Measurements shows that most of the time is spent reading array from the file, actual computations take on order of magnitude less time.

J.F. Sebastian
Nice write up. To offset for file read I've run your python implementations with loop around the search that execute 100 times (each time looking around a different point and building the kd-tree only once).The bruteforce still won. Made me scratch my head. But then I examined your leafsize and you have an error there - you are setting the leafsize to 1000001, and that'll not perform well.After setting leafsize to 10, kd won (35s to 70s for 100 points, with most of 35s spent on building the tree and 100 retrievals of 10 points taking a second).
Unreason
So as a conclusion, if you can precompute the kd-tree it will win over brute force by orders of magnitude (not to mention that for really large data sets, if you have a tree you will not have to read all the data in memory).
Unreason
@goran: if I set leafsize to 10 then it takes ~10 seconds (instead of 1 second) to query one point. I agree if the task is to query multiple (>10) points then kd-tree should win.
J.F. Sebastian
@Unreason: pririty queue- and linear search- based implementations above do NOT read read all the data in memory.
J.F. Sebastian
@J.F.Sebastian, sorry I was imprecise - they have to scan all the data (read it in memory). I agree that they don't have to keep it in memory. The kd tree approach (once it has a kd index will have to scan the index only, reading only part of it). Of course to build the index it will have to read all the data, but I was commenting on the situation where you *can* precompute (which in case of linear search is no gain)
Unreason
+3  A: 

No need to calculate the distance. Just the square of the distance should serve your needs. Should be faster I think. In other words, you can skip the sqrt bit.

Vulcan Eager
+4  A: 

I think this is a tricky question that tests if you don't try to overdo things.

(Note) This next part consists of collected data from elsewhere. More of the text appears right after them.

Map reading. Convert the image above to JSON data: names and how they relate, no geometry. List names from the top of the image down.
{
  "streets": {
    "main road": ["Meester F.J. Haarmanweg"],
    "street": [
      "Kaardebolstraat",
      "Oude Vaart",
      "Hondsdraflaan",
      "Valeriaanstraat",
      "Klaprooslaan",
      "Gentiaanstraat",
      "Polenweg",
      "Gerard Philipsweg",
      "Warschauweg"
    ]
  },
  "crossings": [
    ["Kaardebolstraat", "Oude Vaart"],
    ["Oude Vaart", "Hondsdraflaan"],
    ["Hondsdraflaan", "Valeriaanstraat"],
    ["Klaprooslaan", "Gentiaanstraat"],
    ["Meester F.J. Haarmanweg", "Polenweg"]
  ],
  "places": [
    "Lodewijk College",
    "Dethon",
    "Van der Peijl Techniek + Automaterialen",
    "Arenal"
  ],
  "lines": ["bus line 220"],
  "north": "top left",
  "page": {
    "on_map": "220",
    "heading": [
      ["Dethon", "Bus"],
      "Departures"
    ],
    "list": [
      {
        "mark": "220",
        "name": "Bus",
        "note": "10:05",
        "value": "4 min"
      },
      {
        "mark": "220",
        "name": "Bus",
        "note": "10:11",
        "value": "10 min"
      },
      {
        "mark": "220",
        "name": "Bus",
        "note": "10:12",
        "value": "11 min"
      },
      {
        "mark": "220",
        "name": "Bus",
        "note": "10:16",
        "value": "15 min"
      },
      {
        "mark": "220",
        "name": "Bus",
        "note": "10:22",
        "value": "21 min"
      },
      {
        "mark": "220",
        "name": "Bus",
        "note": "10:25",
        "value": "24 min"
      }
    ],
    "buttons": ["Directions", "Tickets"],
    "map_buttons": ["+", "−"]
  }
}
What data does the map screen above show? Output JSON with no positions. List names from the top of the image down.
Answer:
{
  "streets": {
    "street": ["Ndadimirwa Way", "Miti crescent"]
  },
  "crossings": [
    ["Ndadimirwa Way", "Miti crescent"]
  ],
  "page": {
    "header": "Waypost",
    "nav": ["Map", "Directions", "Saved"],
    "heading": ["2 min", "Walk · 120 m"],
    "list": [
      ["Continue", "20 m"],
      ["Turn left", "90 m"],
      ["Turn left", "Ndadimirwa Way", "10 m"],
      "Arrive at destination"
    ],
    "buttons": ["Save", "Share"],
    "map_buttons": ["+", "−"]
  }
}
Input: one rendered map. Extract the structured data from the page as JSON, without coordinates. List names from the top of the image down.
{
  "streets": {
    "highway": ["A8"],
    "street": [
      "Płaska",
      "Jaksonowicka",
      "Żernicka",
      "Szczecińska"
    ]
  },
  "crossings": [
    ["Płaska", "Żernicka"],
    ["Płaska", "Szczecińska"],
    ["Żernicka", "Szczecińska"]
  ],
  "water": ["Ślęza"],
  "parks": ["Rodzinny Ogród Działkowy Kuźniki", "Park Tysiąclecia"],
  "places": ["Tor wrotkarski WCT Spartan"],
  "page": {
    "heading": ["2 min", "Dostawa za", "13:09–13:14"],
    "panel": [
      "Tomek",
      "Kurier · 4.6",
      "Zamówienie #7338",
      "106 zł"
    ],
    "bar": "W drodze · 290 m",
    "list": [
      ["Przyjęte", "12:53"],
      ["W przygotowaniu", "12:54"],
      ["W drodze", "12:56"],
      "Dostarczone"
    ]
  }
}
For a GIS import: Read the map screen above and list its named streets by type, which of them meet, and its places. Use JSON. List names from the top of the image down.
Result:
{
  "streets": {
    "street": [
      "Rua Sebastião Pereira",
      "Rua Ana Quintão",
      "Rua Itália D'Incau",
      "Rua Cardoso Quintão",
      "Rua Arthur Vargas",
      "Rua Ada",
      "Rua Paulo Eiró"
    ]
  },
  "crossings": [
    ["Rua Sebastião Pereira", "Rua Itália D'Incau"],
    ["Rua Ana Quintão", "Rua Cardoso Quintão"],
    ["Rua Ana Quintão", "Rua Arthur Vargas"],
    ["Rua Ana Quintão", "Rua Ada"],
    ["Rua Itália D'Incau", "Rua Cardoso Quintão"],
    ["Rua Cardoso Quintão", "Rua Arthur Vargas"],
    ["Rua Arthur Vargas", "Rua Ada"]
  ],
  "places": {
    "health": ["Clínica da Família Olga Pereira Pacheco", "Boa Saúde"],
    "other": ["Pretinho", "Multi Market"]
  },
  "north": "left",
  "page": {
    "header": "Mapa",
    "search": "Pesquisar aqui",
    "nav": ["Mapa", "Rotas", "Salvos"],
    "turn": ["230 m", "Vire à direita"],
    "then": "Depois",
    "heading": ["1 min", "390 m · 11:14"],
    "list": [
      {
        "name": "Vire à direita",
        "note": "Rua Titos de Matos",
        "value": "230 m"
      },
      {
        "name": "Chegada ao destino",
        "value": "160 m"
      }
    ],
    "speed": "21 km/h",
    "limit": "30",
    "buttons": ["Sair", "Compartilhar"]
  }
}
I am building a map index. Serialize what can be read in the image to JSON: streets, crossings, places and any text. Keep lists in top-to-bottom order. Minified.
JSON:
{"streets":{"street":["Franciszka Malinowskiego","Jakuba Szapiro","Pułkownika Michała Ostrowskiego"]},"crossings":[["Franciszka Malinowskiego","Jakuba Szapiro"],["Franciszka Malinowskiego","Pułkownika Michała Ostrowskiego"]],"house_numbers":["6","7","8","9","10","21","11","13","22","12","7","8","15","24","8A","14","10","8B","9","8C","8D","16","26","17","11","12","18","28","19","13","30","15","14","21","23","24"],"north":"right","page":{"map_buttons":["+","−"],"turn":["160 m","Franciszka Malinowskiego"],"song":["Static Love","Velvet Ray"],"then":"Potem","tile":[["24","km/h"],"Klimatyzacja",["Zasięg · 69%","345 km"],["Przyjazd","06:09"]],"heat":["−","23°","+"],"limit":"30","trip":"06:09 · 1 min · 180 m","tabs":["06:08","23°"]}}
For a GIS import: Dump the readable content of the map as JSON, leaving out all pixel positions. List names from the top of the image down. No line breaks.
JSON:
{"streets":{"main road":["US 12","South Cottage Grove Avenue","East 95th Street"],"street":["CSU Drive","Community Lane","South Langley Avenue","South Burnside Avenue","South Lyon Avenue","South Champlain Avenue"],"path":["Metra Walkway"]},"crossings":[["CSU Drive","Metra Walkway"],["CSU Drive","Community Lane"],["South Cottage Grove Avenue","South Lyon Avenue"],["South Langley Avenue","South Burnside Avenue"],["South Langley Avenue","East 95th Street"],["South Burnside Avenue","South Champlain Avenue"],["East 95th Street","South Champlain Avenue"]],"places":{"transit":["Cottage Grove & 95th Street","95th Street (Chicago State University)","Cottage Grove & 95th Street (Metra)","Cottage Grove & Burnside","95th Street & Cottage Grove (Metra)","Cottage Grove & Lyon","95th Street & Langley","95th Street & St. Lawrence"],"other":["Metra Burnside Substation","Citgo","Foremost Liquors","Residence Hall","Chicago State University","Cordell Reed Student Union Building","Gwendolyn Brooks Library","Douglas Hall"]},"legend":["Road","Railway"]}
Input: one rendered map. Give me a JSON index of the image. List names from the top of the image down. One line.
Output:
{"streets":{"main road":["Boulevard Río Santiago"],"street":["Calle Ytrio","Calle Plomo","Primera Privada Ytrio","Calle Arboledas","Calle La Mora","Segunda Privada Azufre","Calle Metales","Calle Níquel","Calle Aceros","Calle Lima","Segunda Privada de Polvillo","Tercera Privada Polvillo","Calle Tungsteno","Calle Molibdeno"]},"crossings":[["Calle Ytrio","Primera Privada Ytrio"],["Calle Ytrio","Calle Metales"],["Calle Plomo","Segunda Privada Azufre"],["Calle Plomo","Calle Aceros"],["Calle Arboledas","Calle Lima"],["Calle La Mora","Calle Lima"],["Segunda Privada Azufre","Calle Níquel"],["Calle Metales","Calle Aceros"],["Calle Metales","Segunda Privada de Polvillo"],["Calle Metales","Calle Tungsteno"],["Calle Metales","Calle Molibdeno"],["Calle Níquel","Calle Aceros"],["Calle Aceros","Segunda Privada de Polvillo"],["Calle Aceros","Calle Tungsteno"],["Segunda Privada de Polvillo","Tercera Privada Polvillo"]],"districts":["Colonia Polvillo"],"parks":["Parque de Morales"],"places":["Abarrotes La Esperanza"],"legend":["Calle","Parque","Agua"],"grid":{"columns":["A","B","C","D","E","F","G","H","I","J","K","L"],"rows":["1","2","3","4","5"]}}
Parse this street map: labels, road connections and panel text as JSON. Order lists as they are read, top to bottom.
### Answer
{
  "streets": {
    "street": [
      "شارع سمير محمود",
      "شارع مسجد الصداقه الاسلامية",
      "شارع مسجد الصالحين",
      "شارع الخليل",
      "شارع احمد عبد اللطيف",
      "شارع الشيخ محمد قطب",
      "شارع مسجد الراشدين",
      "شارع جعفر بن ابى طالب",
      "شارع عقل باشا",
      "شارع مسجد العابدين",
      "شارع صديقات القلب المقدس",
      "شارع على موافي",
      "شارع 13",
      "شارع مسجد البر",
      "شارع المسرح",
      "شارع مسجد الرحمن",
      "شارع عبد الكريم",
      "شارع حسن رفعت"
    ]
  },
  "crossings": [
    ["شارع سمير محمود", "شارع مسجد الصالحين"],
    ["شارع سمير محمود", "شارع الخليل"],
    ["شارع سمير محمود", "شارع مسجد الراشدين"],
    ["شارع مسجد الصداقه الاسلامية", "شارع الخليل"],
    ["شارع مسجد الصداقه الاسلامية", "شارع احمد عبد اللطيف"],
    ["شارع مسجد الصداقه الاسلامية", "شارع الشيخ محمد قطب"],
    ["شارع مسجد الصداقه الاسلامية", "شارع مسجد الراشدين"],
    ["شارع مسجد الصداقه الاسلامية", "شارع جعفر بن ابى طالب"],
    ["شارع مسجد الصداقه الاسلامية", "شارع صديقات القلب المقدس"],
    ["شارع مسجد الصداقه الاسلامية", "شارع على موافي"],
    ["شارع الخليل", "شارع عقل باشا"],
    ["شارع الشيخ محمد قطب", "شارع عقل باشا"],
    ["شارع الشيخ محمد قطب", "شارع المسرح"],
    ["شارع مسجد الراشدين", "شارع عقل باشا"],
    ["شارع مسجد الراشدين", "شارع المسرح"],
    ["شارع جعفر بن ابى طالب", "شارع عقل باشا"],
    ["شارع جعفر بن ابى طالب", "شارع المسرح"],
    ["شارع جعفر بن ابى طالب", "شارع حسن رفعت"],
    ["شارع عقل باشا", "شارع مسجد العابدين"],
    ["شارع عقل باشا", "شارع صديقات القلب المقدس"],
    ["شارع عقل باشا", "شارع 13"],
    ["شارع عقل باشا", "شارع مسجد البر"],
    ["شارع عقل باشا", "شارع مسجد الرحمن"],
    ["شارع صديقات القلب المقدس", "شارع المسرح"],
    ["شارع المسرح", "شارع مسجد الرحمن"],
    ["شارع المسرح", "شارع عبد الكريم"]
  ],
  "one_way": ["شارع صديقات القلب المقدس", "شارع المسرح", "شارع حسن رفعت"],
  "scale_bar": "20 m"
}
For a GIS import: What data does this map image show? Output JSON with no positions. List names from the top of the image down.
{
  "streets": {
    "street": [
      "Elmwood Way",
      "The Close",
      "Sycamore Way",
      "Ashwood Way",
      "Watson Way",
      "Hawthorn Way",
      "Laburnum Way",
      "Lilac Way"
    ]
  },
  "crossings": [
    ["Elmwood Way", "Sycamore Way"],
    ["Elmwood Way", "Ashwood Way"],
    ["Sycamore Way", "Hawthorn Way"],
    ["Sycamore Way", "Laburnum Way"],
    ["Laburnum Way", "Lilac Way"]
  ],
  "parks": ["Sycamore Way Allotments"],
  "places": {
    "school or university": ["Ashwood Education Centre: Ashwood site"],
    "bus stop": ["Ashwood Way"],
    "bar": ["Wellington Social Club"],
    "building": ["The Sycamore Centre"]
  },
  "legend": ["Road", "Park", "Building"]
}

Consider the simplest algorithm people already have given above: keep a table of ten best-so-far candidates and go through all the points one by one. If you find a closer point than any of the ten best-so-far, replace it. What's the complexity? Well, we have to look at each point from the file once, calculate it's distance (or square of the distance actually) and compare with the 10th closest point. If it's better, insert it in the appropriate place in the 10-best-so-far table.

So what's the complexity? We look at each point once, so it's n computations of the distance and n comparisons. If the point is better, we need to insert it in the right position, this requires some more comparisons, but it's a constant factor since the table of best candidates is of a constant size 10.

We end up with an algorithm that runs in linear time, O(n) in the number of points.

But now consider what is the lower bound on such an algorithm? If there is no order in the input data, we have to look at each point to see if it's not one of the closest ones. So as far as I can see, the lower bound is Omega(n) and thus the above algorithm is optimal.

Krystian
Excellent point! Since you have to read the file one by one in order to build any data structure, your lowest *possible* is O(n) just as you say.Only if the question asks about finding the closest 10 points repeatedly does anything else matter!And you explained it well I think.
Zan Lynx
+1  A: 

This question needs further definition.

1) The decision regarding the algorithms that pre-index data varies very much depending if you can hold the whole data in the memory or not.

With kdtrees and octrees you will not have to hold the data in memory and the performance benefits from that fact, not only because the memory footprint is lower but simply because you will not have to read the whole file.

With bruteforce you will have to read the whole file and recompute distances for each new point you will be searching for.

Still, this might not be important to you.

2) Another factor is how many times will you have to search for a point.

As stated by J.F. Sebastian sometimes bruteforce is faster even on large data sets, but take care to take into account that his benchmarks measure reading the whole data set from disk (which is not necessary once kd-tree or octree is built and written somewhere) and that they measure only one search.

Unreason
+1  A: 

For any two points P1 (x1, y1, z1) and P2 (x2, y2, z2), if the distance between the points is d then all of the following must be true:

|x1 - x2| <= d 
|y1 - y2| <= d
|z1 - z2| <= d

Hold the 10 closest as you iterate over your entire set, but also hold the distance to the 10th closest. Save yourself a lot of complexity by using these three conditions before calculating the distance for every point you look at.

Kirk Broadhurst